_Records to use:_
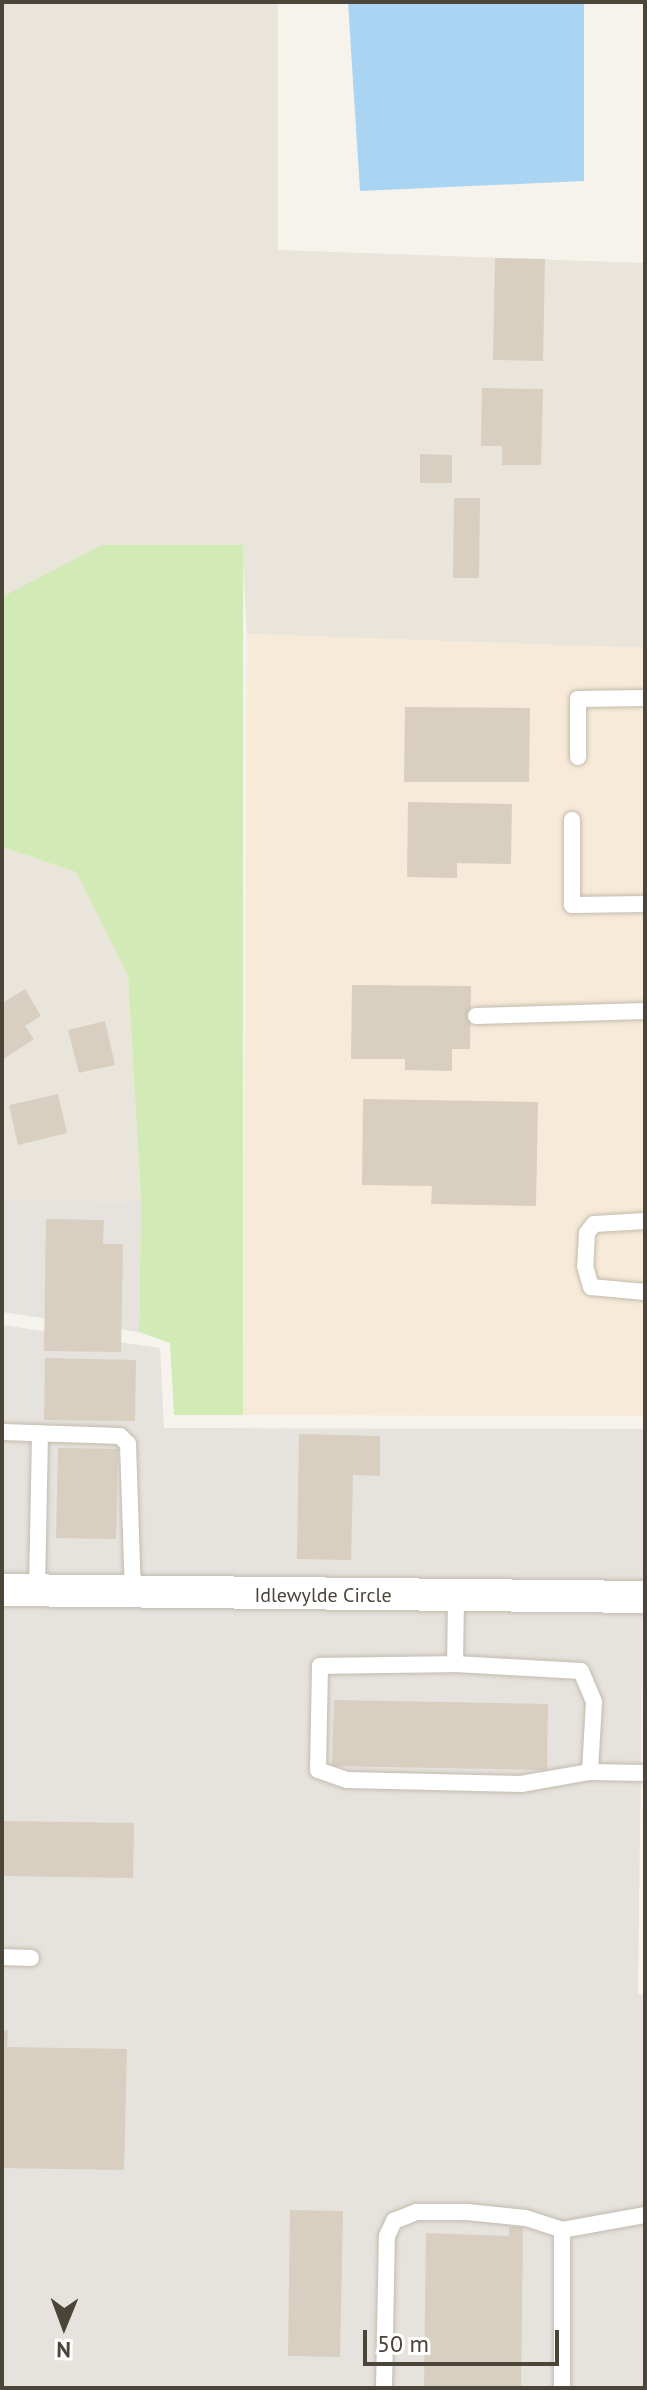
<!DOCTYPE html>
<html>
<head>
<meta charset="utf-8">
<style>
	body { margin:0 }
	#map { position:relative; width:647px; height:2390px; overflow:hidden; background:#f6f3ec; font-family:"PT Sans",sans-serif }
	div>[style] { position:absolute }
	.residential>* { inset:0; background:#eae5da }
	.commercial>* { inset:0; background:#f7ead8 }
	.industrial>* { inset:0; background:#e6e2dd }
	.green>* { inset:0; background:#d2eab5 }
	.water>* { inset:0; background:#a9d4f2 }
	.building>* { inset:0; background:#d8cfc1 }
	.roads { filter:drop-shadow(0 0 2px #c2bbae) drop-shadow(0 0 2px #c2bbae) }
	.service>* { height:16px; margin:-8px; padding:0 8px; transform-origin:8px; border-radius:8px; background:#fff }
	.minor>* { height:32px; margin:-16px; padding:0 16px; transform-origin:16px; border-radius:16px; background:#fff }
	span { translate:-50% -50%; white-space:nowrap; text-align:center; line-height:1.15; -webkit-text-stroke:6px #fff; paint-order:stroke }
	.street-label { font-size:20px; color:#4b4439 }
	.frame { position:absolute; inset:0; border:4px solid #4b4439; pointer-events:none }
	.north { position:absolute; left:24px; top:2286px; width:80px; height:80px; -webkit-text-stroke:6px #fff; paint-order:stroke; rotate:181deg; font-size:22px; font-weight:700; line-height:32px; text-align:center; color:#4b4439 }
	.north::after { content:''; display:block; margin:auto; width:28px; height:36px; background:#4b4439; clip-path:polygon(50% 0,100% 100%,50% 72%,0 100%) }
	.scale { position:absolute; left:363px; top:2330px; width:196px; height:36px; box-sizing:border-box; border:4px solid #4b4439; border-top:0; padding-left:10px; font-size:24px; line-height:28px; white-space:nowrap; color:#4b4439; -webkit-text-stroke:6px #fff; paint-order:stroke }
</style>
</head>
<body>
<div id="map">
	<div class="residential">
		<div style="clip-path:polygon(2px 2px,278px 2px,278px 250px,645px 263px,645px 648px,247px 634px,242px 545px,2px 597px)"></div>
		<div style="clip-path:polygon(2px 847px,76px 872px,128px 976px,141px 1201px,2px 1199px)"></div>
	</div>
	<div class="commercial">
		<div style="clip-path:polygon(247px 634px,645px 648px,645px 1416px,243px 1415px)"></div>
	</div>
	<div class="industrial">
		<div style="clip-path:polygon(2px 1199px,141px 1201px,139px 1332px,2px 1312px)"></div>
		<div style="clip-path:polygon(2px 1325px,160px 1348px,164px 1428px,645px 1429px,638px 1994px,645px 1994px,645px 2388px,2px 2388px)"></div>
	</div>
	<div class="green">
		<div style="clip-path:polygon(102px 545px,243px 545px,243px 1415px,174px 1415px,170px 1343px,139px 1332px,141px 1201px,128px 976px,76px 872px,2px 847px,2px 597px)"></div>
	</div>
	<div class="water">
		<div style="clip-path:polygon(348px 2px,584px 2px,584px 181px,360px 191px)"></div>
	</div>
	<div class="building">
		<div style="clip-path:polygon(495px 258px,545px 259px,543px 361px,493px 360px)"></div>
		<div style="clip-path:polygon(482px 388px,543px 389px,541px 465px,502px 465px,502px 446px,481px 446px)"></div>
		<div style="clip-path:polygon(420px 454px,452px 455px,452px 483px,420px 483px)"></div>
		<div style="clip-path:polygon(454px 498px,480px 498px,479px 578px,453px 578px)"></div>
		<div style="clip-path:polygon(405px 707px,530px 708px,529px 782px,404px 782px)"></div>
		<div style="clip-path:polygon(408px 802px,512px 804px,511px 864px,457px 863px,457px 878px,407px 877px)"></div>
		<div style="clip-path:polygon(352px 985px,471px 986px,470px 1049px,452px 1049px,452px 1071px,405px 1070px,405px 1059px,351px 1059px)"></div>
		<div style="clip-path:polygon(25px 989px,41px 1016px,25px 1026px,34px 1039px,2px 1060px,2px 1003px)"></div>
		<div style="clip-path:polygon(105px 1021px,115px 1065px,79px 1073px,68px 1030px)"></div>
		<div style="clip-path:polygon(58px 1094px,67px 1133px,18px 1145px,9px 1105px)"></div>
		<div style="clip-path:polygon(363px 1099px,538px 1102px,536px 1206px,431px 1204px,432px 1186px,362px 1185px)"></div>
		<div style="clip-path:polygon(46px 1219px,104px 1220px,103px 1244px,123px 1244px,121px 1352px,44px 1351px)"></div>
		<div style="clip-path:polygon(45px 1358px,136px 1360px,135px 1421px,44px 1420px)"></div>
		<div style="clip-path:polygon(299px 1434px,380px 1436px,380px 1476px,353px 1475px,351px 1560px,297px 1559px)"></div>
		<div style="clip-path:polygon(58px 1448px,118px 1449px,116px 1539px,56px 1538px)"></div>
		<div style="clip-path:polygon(334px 1700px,548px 1704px,547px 1770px,332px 1766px)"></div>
		<div style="clip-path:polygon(2px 1821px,134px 1823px,133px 1878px,2px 1876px)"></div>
		<div style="clip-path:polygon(2px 2030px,8px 2030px,7px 2047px,127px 2049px,124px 2170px,2px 2168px)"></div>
		<div style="clip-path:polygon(290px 2210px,343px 2211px,340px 2357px,288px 2356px)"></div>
		<div style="clip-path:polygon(509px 2227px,523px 2227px,521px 2388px,424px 2388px,426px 2233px,509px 2236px)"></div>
	</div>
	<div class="roads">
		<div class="service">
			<div style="left:578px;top:757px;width:58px;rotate:-90deg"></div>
			<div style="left:578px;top:699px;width:67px;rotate:-0.9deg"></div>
			<div style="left:572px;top:820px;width:85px;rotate:90deg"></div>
			<div style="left:572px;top:905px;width:73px;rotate:-0.8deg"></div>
			<div style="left:476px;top:1016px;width:169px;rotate:-1.7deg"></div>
			<div style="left:645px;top:1221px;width:51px;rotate:176.6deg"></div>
			<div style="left:594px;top:1224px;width:11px;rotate:128deg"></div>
			<div style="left:587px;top:1233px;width:33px;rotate:93deg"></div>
			<div style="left:585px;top:1266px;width:22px;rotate:74deg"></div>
			<div style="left:591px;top:1287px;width:54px;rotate:5.3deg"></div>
			<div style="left:2px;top:1432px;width:118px;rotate:1.9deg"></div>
			<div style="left:120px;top:1436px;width:11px;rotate:45deg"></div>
			<div style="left:128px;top:1444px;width:149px;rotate:88.1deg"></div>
			<div style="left:37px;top:1590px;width:157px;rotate:-88.9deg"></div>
			<div style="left:456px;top:1596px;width:68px;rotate:90.8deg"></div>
			<div style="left:455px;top:1664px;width:126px;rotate:3.2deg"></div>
			<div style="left:581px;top:1671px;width:34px;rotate:67deg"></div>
			<div style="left:594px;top:1702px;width:70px;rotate:93.3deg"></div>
			<div style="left:590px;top:1772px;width:55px;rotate:1deg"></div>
			<div style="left:455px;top:1664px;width:135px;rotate:179.2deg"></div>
			<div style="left:320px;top:1666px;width:104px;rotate:91.1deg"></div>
			<div style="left:318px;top:1770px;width:31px;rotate:19deg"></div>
			<div style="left:347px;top:1780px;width:174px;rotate:1.3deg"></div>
			<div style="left:521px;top:1784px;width:70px;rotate:-9.9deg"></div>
			<div style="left:2px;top:1957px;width:29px;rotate:2deg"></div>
			<div style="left:384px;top:2388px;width:152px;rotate:-88.9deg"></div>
			<div style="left:387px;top:2236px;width:17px;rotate:-65deg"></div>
			<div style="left:394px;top:2221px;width:24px;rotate:-22deg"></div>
			<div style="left:416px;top:2212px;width:51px"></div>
			<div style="left:467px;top:2212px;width:59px;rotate:5.8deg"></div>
			<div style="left:526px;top:2218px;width:38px;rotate:18deg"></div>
			<div style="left:562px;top:2230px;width:84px;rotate:-10.2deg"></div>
			<div style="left:562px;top:2388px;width:158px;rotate:-90deg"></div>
		</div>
		<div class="minor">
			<div style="left:2px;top:1590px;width:643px;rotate:0.62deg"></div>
		</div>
	</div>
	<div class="street-label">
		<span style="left:323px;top:1595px">Idlewylde Circle</span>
	</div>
	<div class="frame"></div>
	<div class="north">N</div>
	<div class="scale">50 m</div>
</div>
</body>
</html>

_What to do:_
Find each line in the records that includes the word "service". Report the total and nothing more.

_Exercise answer:_
2